*** Block opens ***

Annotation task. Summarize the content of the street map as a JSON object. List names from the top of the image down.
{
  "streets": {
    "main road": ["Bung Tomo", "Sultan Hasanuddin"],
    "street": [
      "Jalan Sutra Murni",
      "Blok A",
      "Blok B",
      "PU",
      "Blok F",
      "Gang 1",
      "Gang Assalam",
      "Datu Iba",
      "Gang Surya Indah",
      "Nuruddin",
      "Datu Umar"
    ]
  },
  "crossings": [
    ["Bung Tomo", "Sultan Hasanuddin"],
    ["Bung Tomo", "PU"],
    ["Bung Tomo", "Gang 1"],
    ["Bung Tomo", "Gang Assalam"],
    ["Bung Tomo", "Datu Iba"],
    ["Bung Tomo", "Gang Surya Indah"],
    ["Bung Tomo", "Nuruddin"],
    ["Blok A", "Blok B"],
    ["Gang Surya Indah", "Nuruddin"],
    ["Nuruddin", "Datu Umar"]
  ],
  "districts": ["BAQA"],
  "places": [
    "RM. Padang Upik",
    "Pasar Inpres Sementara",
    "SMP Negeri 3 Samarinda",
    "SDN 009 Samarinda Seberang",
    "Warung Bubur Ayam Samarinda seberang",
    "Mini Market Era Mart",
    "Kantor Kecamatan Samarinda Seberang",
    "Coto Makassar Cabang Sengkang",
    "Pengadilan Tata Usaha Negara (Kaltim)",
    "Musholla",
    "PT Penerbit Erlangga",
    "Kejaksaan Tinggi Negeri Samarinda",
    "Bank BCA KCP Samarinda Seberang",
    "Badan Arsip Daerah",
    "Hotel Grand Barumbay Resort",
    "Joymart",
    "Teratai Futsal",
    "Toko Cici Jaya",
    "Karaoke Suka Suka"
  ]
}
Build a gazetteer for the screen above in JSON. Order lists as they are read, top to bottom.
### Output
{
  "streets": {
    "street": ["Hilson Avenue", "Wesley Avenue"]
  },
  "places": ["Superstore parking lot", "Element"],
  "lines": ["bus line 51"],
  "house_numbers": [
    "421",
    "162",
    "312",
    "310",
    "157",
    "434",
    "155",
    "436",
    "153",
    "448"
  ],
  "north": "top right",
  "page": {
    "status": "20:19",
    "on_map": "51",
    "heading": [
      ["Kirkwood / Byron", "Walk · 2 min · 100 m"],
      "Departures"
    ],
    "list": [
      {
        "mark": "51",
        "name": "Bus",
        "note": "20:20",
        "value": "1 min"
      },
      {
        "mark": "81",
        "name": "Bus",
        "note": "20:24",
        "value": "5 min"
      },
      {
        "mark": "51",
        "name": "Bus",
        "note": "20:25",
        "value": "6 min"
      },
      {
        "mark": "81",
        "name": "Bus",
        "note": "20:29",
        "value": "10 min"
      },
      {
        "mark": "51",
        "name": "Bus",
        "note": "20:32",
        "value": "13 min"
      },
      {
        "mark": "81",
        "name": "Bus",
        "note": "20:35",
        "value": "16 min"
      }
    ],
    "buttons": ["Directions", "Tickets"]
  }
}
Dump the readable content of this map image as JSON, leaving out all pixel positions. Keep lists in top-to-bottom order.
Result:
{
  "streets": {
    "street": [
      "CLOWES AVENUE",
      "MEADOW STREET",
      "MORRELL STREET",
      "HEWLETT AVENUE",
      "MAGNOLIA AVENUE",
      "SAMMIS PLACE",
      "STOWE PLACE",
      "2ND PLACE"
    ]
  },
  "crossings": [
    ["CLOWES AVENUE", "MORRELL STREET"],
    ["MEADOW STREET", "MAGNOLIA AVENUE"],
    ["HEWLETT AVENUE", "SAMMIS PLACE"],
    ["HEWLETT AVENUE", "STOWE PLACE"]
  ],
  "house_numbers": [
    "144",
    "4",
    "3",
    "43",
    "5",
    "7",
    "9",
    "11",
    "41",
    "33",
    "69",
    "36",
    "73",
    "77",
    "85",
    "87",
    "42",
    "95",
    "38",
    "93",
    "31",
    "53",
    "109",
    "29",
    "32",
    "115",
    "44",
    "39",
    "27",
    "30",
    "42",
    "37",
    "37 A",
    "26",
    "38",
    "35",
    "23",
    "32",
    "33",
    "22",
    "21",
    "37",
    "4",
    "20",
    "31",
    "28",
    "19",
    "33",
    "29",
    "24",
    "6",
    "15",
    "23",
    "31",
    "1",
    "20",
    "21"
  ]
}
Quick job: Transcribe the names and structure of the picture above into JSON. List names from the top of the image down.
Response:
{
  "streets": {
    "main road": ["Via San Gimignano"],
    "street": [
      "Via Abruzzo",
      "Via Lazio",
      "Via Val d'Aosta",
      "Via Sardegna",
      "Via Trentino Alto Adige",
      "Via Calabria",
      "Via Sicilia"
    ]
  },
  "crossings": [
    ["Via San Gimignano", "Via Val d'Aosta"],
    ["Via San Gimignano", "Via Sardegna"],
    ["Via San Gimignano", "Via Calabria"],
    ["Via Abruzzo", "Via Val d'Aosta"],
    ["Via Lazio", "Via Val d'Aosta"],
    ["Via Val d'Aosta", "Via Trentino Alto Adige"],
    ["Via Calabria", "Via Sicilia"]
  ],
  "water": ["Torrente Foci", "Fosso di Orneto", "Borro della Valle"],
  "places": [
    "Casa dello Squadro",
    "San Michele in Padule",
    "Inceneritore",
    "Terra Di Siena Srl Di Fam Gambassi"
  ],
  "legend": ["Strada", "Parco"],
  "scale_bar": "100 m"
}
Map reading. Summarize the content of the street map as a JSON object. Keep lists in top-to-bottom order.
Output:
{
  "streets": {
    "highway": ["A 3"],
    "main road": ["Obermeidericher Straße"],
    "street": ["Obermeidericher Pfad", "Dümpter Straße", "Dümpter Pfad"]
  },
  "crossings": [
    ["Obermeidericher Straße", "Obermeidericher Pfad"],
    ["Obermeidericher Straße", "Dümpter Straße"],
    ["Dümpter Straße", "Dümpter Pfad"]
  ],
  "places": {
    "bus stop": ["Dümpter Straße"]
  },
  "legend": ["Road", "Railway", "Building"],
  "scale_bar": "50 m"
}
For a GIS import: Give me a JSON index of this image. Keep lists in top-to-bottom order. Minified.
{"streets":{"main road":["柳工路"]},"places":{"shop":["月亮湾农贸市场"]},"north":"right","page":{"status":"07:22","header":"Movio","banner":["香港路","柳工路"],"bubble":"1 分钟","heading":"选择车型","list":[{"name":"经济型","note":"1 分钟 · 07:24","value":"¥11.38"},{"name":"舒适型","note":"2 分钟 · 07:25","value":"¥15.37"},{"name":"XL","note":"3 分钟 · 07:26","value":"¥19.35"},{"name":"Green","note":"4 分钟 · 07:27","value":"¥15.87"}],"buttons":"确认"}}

*** Block closes ***

__TASK STATEMENT__
Transcribe every entry word for word.

__OUTPUT OF THE TASK__
Annotation task. Summarize the content of the street map as a JSON object. List names from the top of the image down.
{
  "streets": {
    "main road": ["Bung Tomo", "Sultan Hasanuddin"],
    "street": [
      "Jalan Sutra Murni",
      "Blok A",
      "Blok B",
      "PU",
      "Blok F",
      "Gang 1",
      "Gang Assalam",
      "Datu Iba",
      "Gang Surya Indah",
      "Nuruddin",
      "Datu Umar"
    ]
  },
  "crossings": [
    ["Bung Tomo", "Sultan Hasanuddin"],
    ["Bung Tomo", "PU"],
    ["Bung Tomo", "Gang 1"],
    ["Bung Tomo", "Gang Assalam"],
    ["Bung Tomo", "Datu Iba"],
    ["Bung Tomo", "Gang Surya Indah"],
    ["Bung Tomo", "Nuruddin"],
    ["Blok A", "Blok B"],
    ["Gang Surya Indah", "Nuruddin"],
    ["Nuruddin", "Datu Umar"]
  ],
  "districts": ["BAQA"],
  "places": [
    "RM. Padang Upik",
    "Pasar Inpres Sementara",
    "SMP Negeri 3 Samarinda",
    "SDN 009 Samarinda Seberang",
    "Warung Bubur Ayam Samarinda seberang",
    "Mini Market Era Mart",
    "Kantor Kecamatan Samarinda Seberang",
    "Coto Makassar Cabang Sengkang",
    "Pengadilan Tata Usaha Negara (Kaltim)",
    "Musholla",
    "PT Penerbit Erlangga",
    "Kejaksaan Tinggi Negeri Samarinda",
    "Bank BCA KCP Samarinda Seberang",
    "Badan Arsip Daerah",
    "Hotel Grand Barumbay Resort",
    "Joymart",
    "Teratai Futsal",
    "Toko Cici Jaya",
    "Karaoke Suka Suka"
  ]
}
Build a gazetteer for the screen above in JSON. Order lists as they are read, top to bottom.
### Output
{
  "streets": {
    "street": ["Hilson Avenue", "Wesley Avenue"]
  },
  "places": ["Superstore parking lot", "Element"],
  "lines": ["bus line 51"],
  "house_numbers": [
    "421",
    "162",
    "312",
    "310",
    "157",
    "434",
    "155",
    "436",
    "153",
    "448"
  ],
  "north": "top right",
  "page": {
    "status": "20:19",
    "on_map": "51",
    "heading": [
      ["Kirkwood / Byron", "Walk · 2 min · 100 m"],
      "Departures"
    ],
    "list": [
      {
        "mark": "51",
        "name": "Bus",
        "note": "20:20",
        "value": "1 min"
      },
      {
        "mark": "81",
        "name": "Bus",
        "note": "20:24",
        "value": "5 min"
      },
      {
        "mark": "51",
        "name": "Bus",
        "note": "20:25",
        "value": "6 min"
      },
      {
        "mark": "81",
        "name": "Bus",
        "note": "20:29",
        "value": "10 min"
      },
      {
        "mark": "51",
        "name": "Bus",
        "note": "20:32",
        "value": "13 min"
      },
      {
        "mark": "81",
        "name": "Bus",
        "note": "20:35",
        "value": "16 min"
      }
    ],
    "buttons": ["Directions", "Tickets"]
  }
}
Dump the readable content of this map image as JSON, leaving out all pixel positions. Keep lists in top-to-bottom order.
Result:
{
  "streets": {
    "street": [
      "CLOWES AVENUE",
      "MEADOW STREET",
      "MORRELL STREET",
      "HEWLETT AVENUE",
      "MAGNOLIA AVENUE",
      "SAMMIS PLACE",
      "STOWE PLACE",
      "2ND PLACE"
    ]
  },
  "crossings": [
    ["CLOWES AVENUE", "MORRELL STREET"],
    ["MEADOW STREET", "MAGNOLIA AVENUE"],
    ["HEWLETT AVENUE", "SAMMIS PLACE"],
    ["HEWLETT AVENUE", "STOWE PLACE"]
  ],
  "house_numbers": [
    "144",
    "4",
    "3",
    "43",
    "5",
    "7",
    "9",
    "11",
    "41",
    "33",
    "69",
    "36",
    "73",
    "77",
    "85",
    "87",
    "42",
    "95",
    "38",
    "93",
    "31",
    "53",
    "109",
    "29",
    "32",
    "115",
    "44",
    "39",
    "27",
    "30",
    "42",
    "37",
    "37 A",
    "26",
    "38",
    "35",
    "23",
    "32",
    "33",
    "22",
    "21",
    "37",
    "4",
    "20",
    "31",
    "28",
    "19",
    "33",
    "29",
    "24",
    "6",
    "15",
    "23",
    "31",
    "1",
    "20",
    "21"
  ]
}
Quick job: Transcribe the names and structure of the picture above into JSON. List names from the top of the image down.
Response:
{
  "streets": {
    "main road": ["Via San Gimignano"],
    "street": [
      "Via Abruzzo",
      "Via Lazio",
      "Via Val d'Aosta",
      "Via Sardegna",
      "Via Trentino Alto Adige",
      "Via Calabria",
      "Via Sicilia"
    ]
  },
  "crossings": [
    ["Via San Gimignano", "Via Val d'Aosta"],
    ["Via San Gimignano", "Via Sardegna"],
    ["Via San Gimignano", "Via Calabria"],
    ["Via Abruzzo", "Via Val d'Aosta"],
    ["Via Lazio", "Via Val d'Aosta"],
    ["Via Val d'Aosta", "Via Trentino Alto Adige"],
    ["Via Calabria", "Via Sicilia"]
  ],
  "water": ["Torrente Foci", "Fosso di Orneto", "Borro della Valle"],
  "places": [
    "Casa dello Squadro",
    "San Michele in Padule",
    "Inceneritore",
    "Terra Di Siena Srl Di Fam Gambassi"
  ],
  "legend": ["Strada", "Parco"],
  "scale_bar": "100 m"
}
Map reading. Summarize the content of the street map as a JSON object. Keep lists in top-to-bottom order.
Output:
{
  "streets": {
    "highway": ["A 3"],
    "main road": ["Obermeidericher Straße"],
    "street": ["Obermeidericher Pfad", "Dümpter Straße", "Dümpter Pfad"]
  },
  "crossings": [
    ["Obermeidericher Straße", "Obermeidericher Pfad"],
    ["Obermeidericher Straße", "Dümpter Straße"],
    ["Dümpter Straße", "Dümpter Pfad"]
  ],
  "places": {
    "bus stop": ["Dümpter Straße"]
  },
  "legend": ["Road", "Railway", "Building"],
  "scale_bar": "50 m"
}
For a GIS import: Give me a JSON index of this image. Keep lists in top-to-bottom order. Minified.
{"streets":{"main road":["柳工路"]},"places":{"shop":["月亮湾农贸市场"]},"north":"right","page":{"status":"07:22","header":"Movio","banner":["香港路","柳工路"],"bubble":"1 分钟","heading":"选择车型","list":[{"name":"经济型","note":"1 分钟 · 07:24","value":"¥11.38"},{"name":"舒适型","note":"2 分钟 · 07:25","value":"¥15.37"},{"name":"XL","note":"3 分钟 · 07:26","value":"¥19.35"},{"name":"Green","note":"4 分钟 · 07:27","value":"¥15.87"}],"buttons":"确认"}}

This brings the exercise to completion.